[Problem]
Could you please find each line in the records that contains the word "Monroe" and copy it?

[Dataset items]
**********

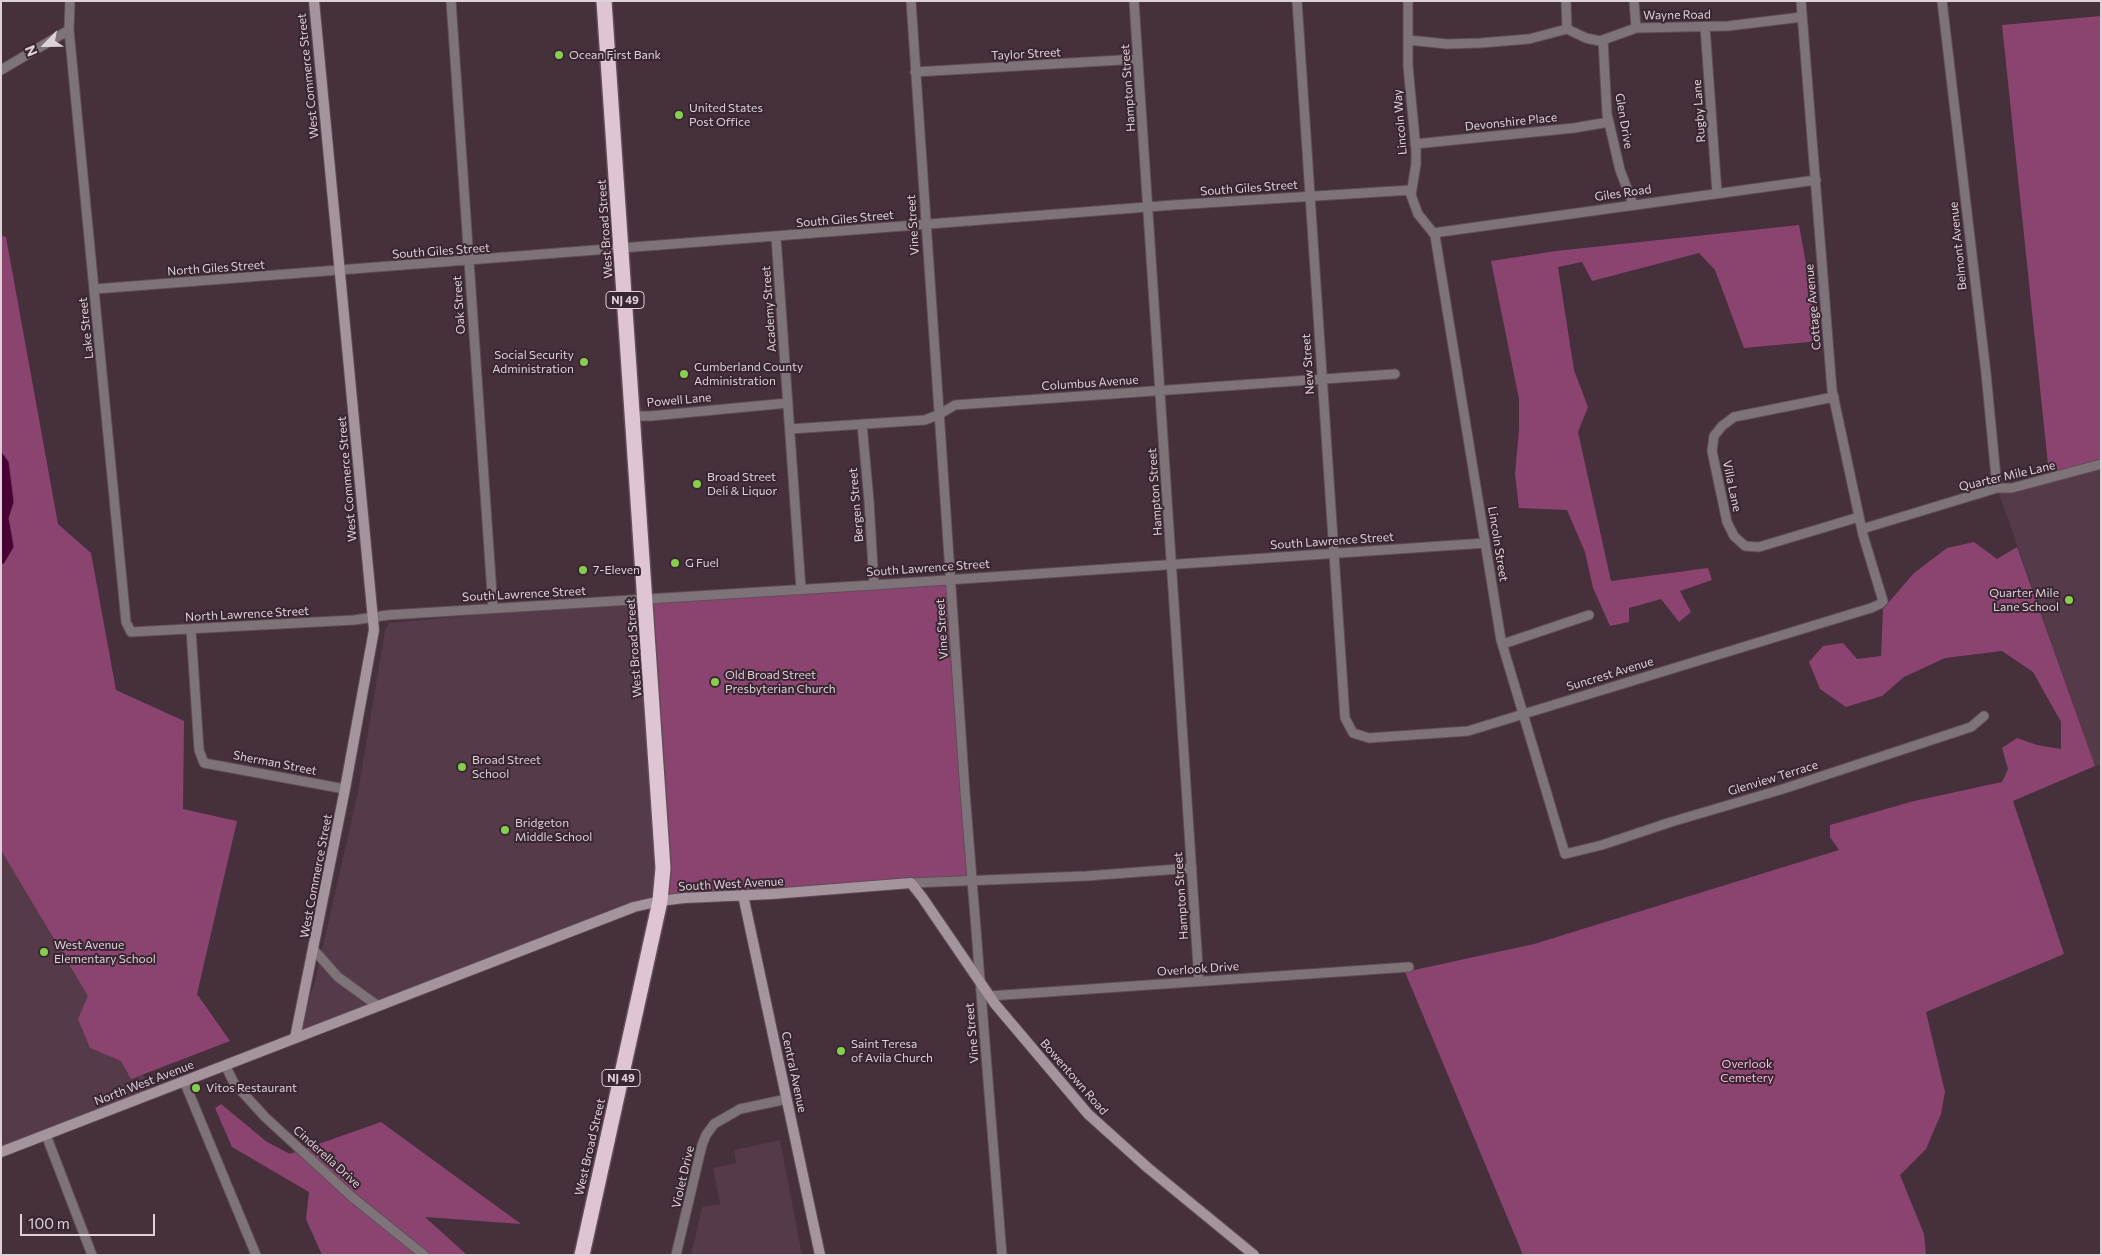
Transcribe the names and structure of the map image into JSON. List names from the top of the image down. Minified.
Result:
{"streets":{"highway":["West Broad Street","NJ 49"],"main road":["West Commerce Street","South West Avenue","Central Avenue","Bowentown Road","North West Avenue"],"street":["Wayne Road","Taylor Street","Hampton Street","Rugby Lane","Glen Drive","Lincoln Way","Devonshire Place","South Giles Street","Giles Road","Vine Street","Belmont Avenue","North Giles Street","Oak Street","Cottage Avenue","Academy Street","Lake Street","New Street","Columbus Avenue","Powell Lane","Quarter Mile Lane","Villa Lane","Bergen Street","South Lawrence Street","Lincoln Street","North Lawrence Street","Suncrest Avenue","Sherman Street","Glenview Terrace","Overlook Drive","Cinderella Drive","Violet Drive"]},"crossings":[["Wayne Road","Rugby Lane"],["Wayne Road","Glen Drive"],["Wayne Road","Cottage Avenue"],["Taylor Street","Hampton Street"],["Taylor Street","Vine Street"],["West Commerce Street","South Giles Street"],["West Commerce Street","North Giles Street"],["West Commerce Street","South Lawrence Street"],["West Commerce Street","North Lawrence Street"],["West Commerce Street","Sherman Street"],["West Commerce Street","South West Avenue"],["West Commerce Street","North West Avenue"],["Hampton Street","South Giles Street"],["Hampton Street","Columbus Avenue"],["Hampton Street","South Lawrence Street"],["Hampton Street","South West Avenue"],["Hampton Street","Overlook Drive"],["Rugby Lane","Giles Road"],["Glen Drive","Devonshire Place"],["Glen Drive","Giles Road"],["Lincoln Way","Devonshire Place"],["Lincoln Way","South Giles Street"],["Lincoln Way","Giles Road"],["Lincoln Way","Lincoln Street"],["South Giles Street","Vine Street"],["South Giles Street","West Broad Street"],["South Giles Street","North Giles Street"],["South Giles Street","Oak Street"],["South Giles Street","Academy Street"],["South Giles Street","New Street"],["Giles Road","Cottage Avenue"],["Giles Road","Lincoln Street"],["Vine Street","Columbus Avenue"],["Vine Street","South Lawrence Street"],["Vine Street","South West Avenue"],["Vine Street","Bowentown Road"],["West Broad Street","Powell Lane"],["West Broad Street","South Lawrence Street"],["West Broad Street","South West Avenue"],["Belmont Avenue","Quarter Mile Lane"],["North Giles Street","Lake Street"],["Oak Street","South Lawrence Street"],["Cottage Avenue","Quarter Mile Lane"],["Cottage Avenue","Villa Lane"],["Cottage Avenue","Suncrest Avenue"],["Academy Street","Columbus Avenue"],["Academy Street","Powell Lane"],["Academy Street","South Lawrence Street"],["Lake Street","North Lawrence Street"],["New Street","Columbus Avenue"],["New Street","South Lawrence Street"],["New Street","Suncrest Avenue"],["Columbus Avenue","Bergen Street"],["Bergen Street","South Lawrence Street"],["South Lawrence Street","Lincoln Street"],["South Lawrence Street","North Lawrence Street"],["Lincoln Street","Suncrest Avenue"],["Lincoln Street","Glenview Terrace"],["North Lawrence Street","Sherman Street"],["South West Avenue","Central Avenue"],["South West Avenue","Bowentown Road"],["South West Avenue","North West Avenue"],["Overlook Drive","Bowentown Road"],["Central Avenue","Violet Drive"],["North West Avenue","Cinderella Drive"]],"parks":["Overlook Cemetery"],"places":["Ocean First Bank","United States Post Office","Social Security Administration","Cumberland County Administration","Broad Street Deli & Liquor","G Fuel","7-Eleven","Quarter Mile Lane School","Old Broad Street Presbyterian Church","Broad Street School","Bridgeton Middle School","West Avenue Elementary School","Saint Teresa of Avila Church","Vitos Restaurant"],"scale_bar":"100 m","north":"bottom left"}
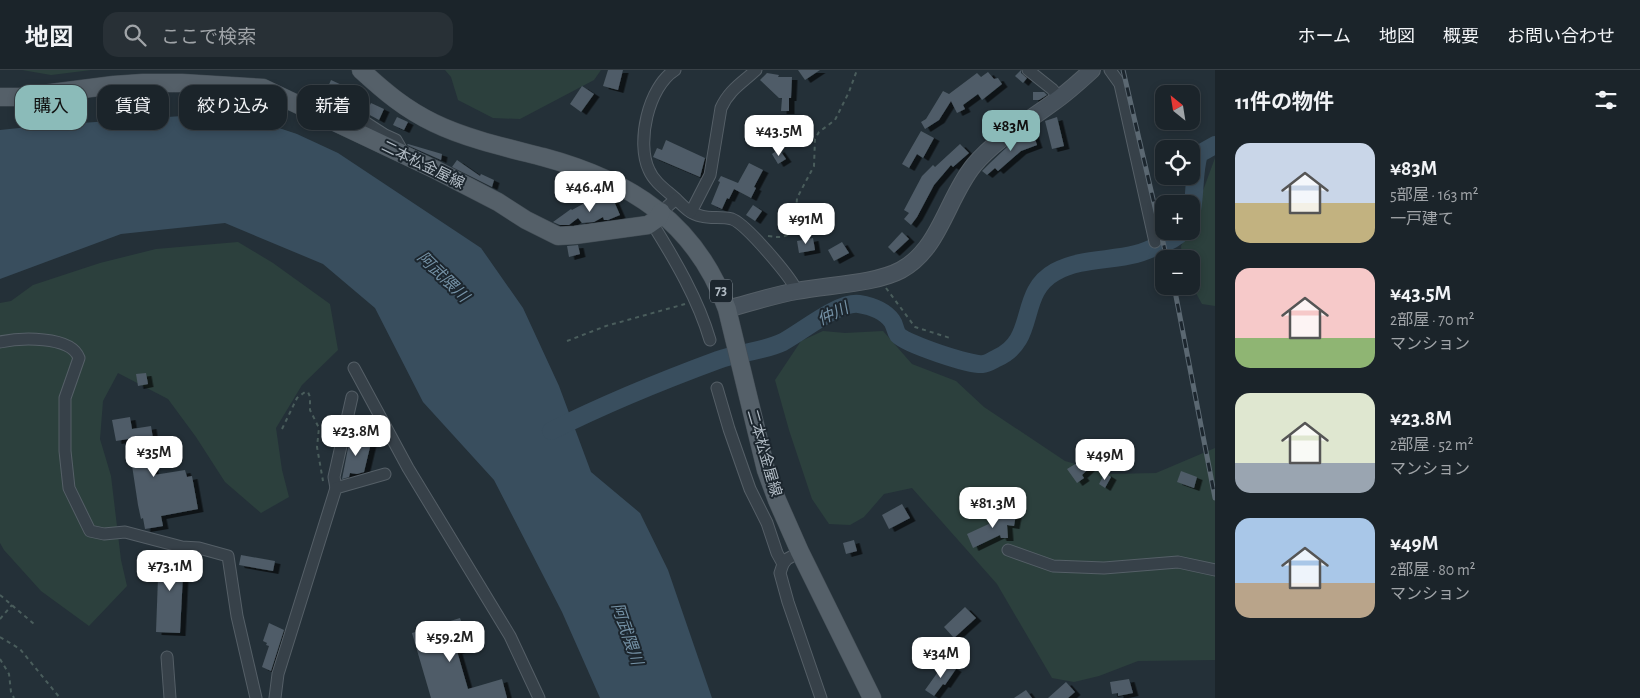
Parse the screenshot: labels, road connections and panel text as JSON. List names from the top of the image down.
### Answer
{
  "streets": {
    "main road": ["二本松金屋線", "73"]
  },
  "water": ["阿武隈川", "仲川"],
  "north": "top left",
  "page": {
    "header": "地図",
    "search": "ここで検索",
    "nav": [
      "ホーム",
      "地図",
      "概要",
      "お問い合わせ"
    ],
    "heading": "11件の物件",
    "map_buttons": ["+", "−"],
    "chip": [
      "購入",
      "賃貸",
      "絞り込み",
      "新着"
    ],
    "price": [
      "¥83M",
      "¥43.5M",
      "¥46.4M",
      "¥91M",
      "¥23.8M",
      "¥35M",
      "¥49M",
      "¥81.3M",
      "¥73.1M",
      "¥59.2M",
      "¥34M"
    ],
    "list": [
      {
        "name": "¥83M",
        "note": "5部屋 · 163 m² · 一戸建て"
      },
      {
        "name": "¥43.5M",
        "note": "2部屋 · 70 m² · マンション"
      },
      {
        "name": "¥23.8M",
        "note": "2部屋 · 52 m² · マンション"
      },
      {
        "name": "¥49M",
        "note": "2部屋 · 80 m² · マンション"
      }
    ]
  }
}
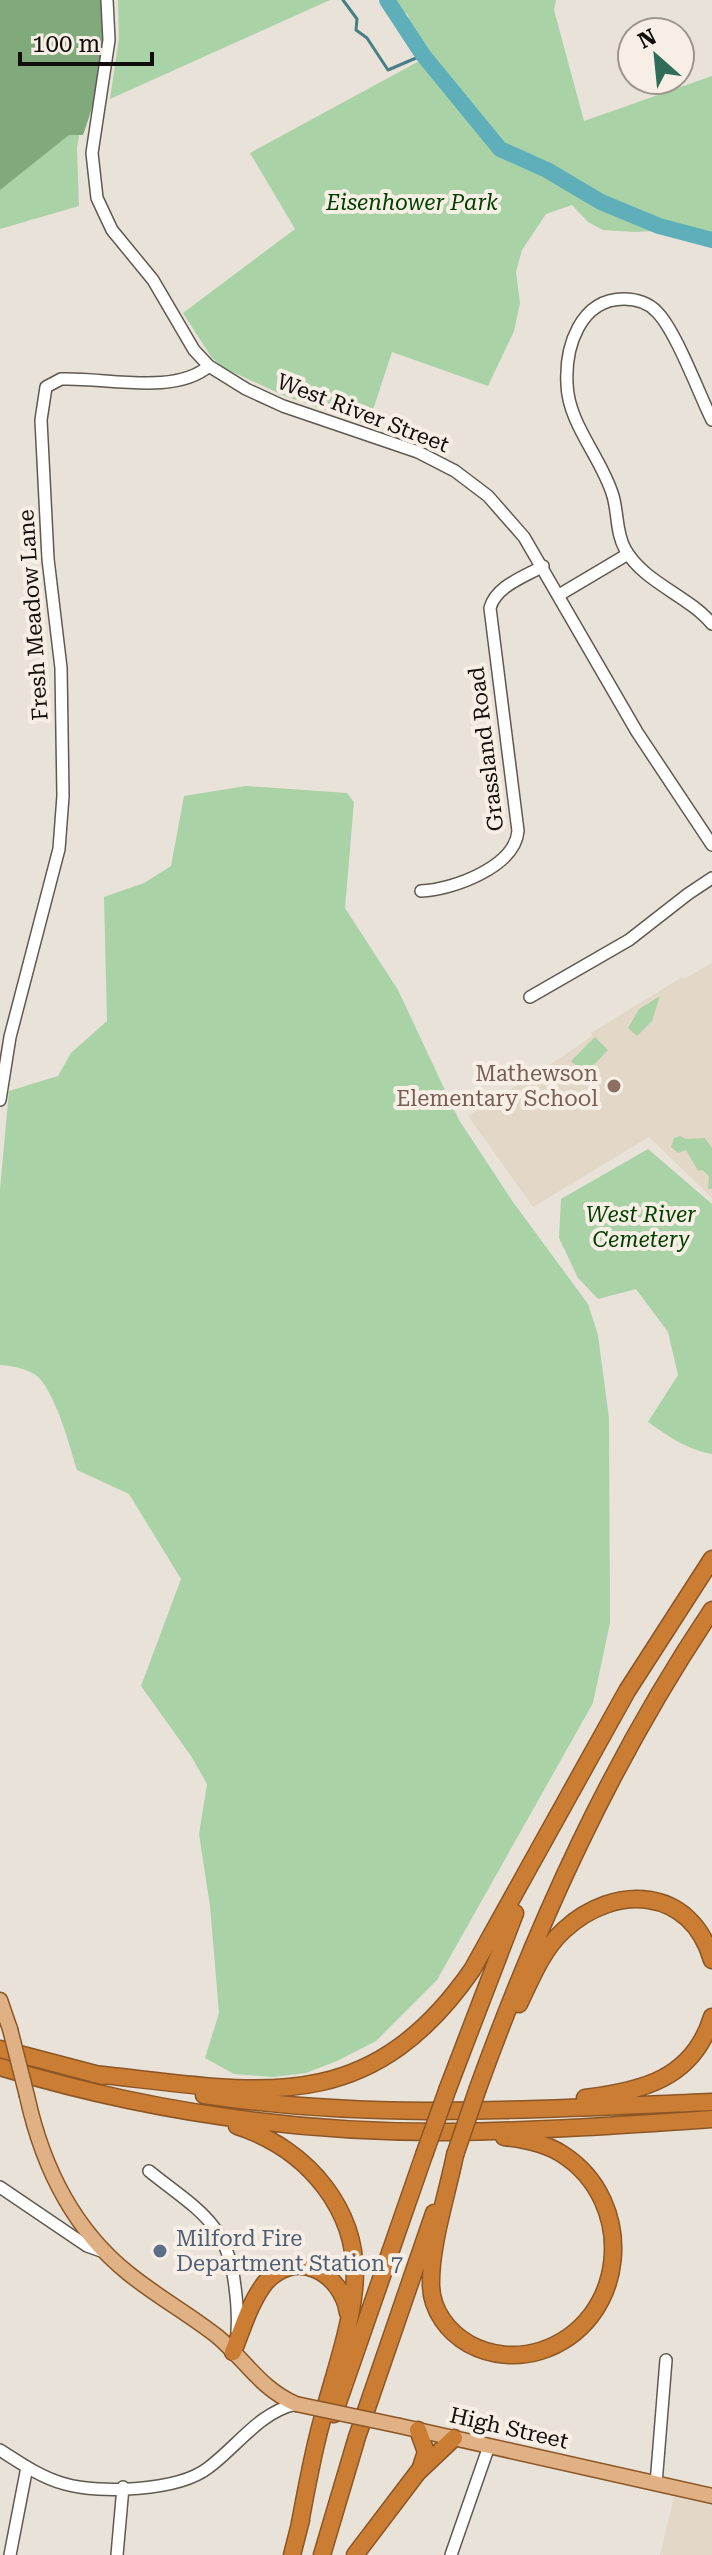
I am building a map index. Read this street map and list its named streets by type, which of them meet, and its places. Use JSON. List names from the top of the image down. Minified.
{"streets":{"main road":["High Street"],"street":["West River Street","Fresh Meadow Lane","Grassland Road"]},"crossings":[["West River Street","Fresh Meadow Lane"],["West River Street","Grassland Road"]],"parks":["Eisenhower Park","West River Cemetery"],"places":["Mathewson Elementary School","Milford Fire Department Station 7"],"scale_bar":"100 m","north":"top left"}
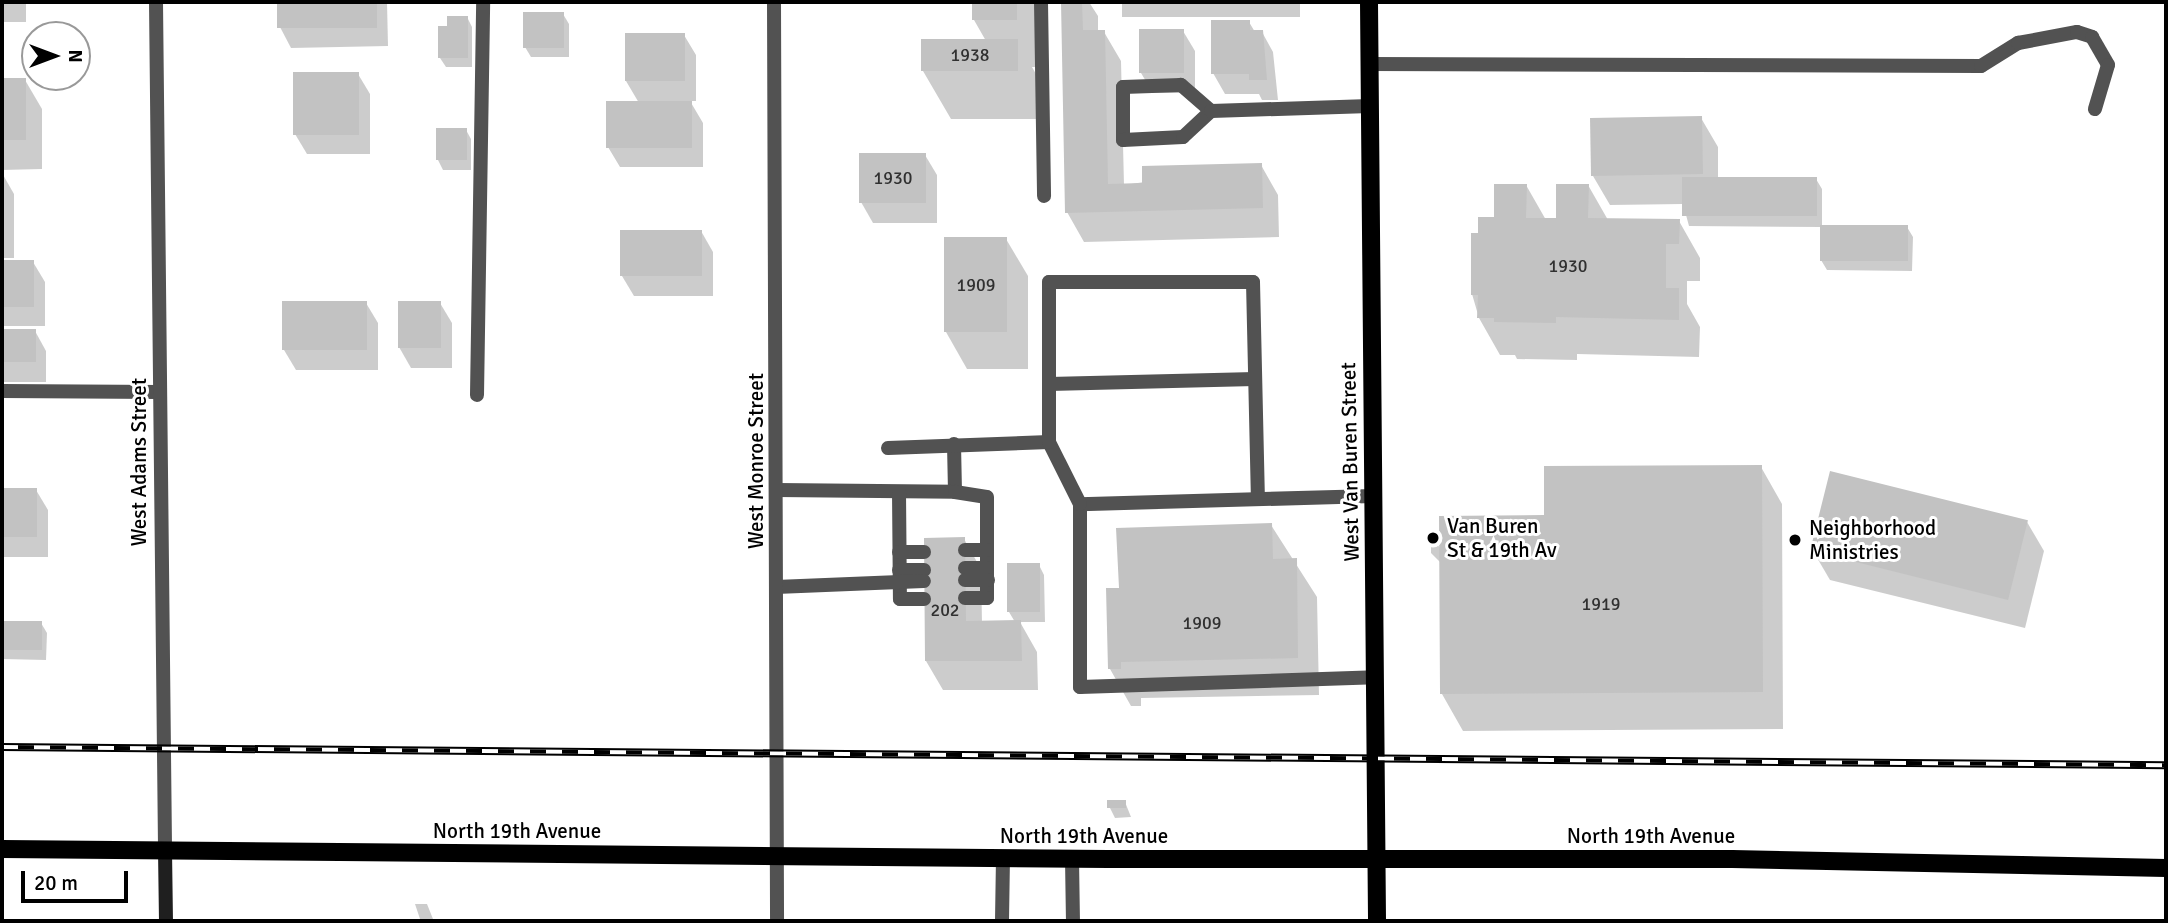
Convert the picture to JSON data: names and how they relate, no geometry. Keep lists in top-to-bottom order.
{
  "streets": {
    "main road": ["West Adams Street", "West Van Buren Street", "North 19th Avenue"],
    "street": ["West Monroe Street"]
  },
  "crossings": [
    ["West Monroe Street", "North 19th Avenue"],
    ["West Adams Street", "North 19th Avenue"],
    ["West Van Buren Street", "North 19th Avenue"]
  ],
  "places": ["Van Buren St & 19th Av", "Neighborhood Ministries"],
  "house_numbers": [
    "1938",
    "1930",
    "1930",
    "1909",
    "1919",
    "202",
    "1909"
  ],
  "scale_bar": "20 m",
  "north": "right"
}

**********

[Response below]
    "street": ["West Monroe Street"]
    ["West Monroe Street", "North 19th Avenue"],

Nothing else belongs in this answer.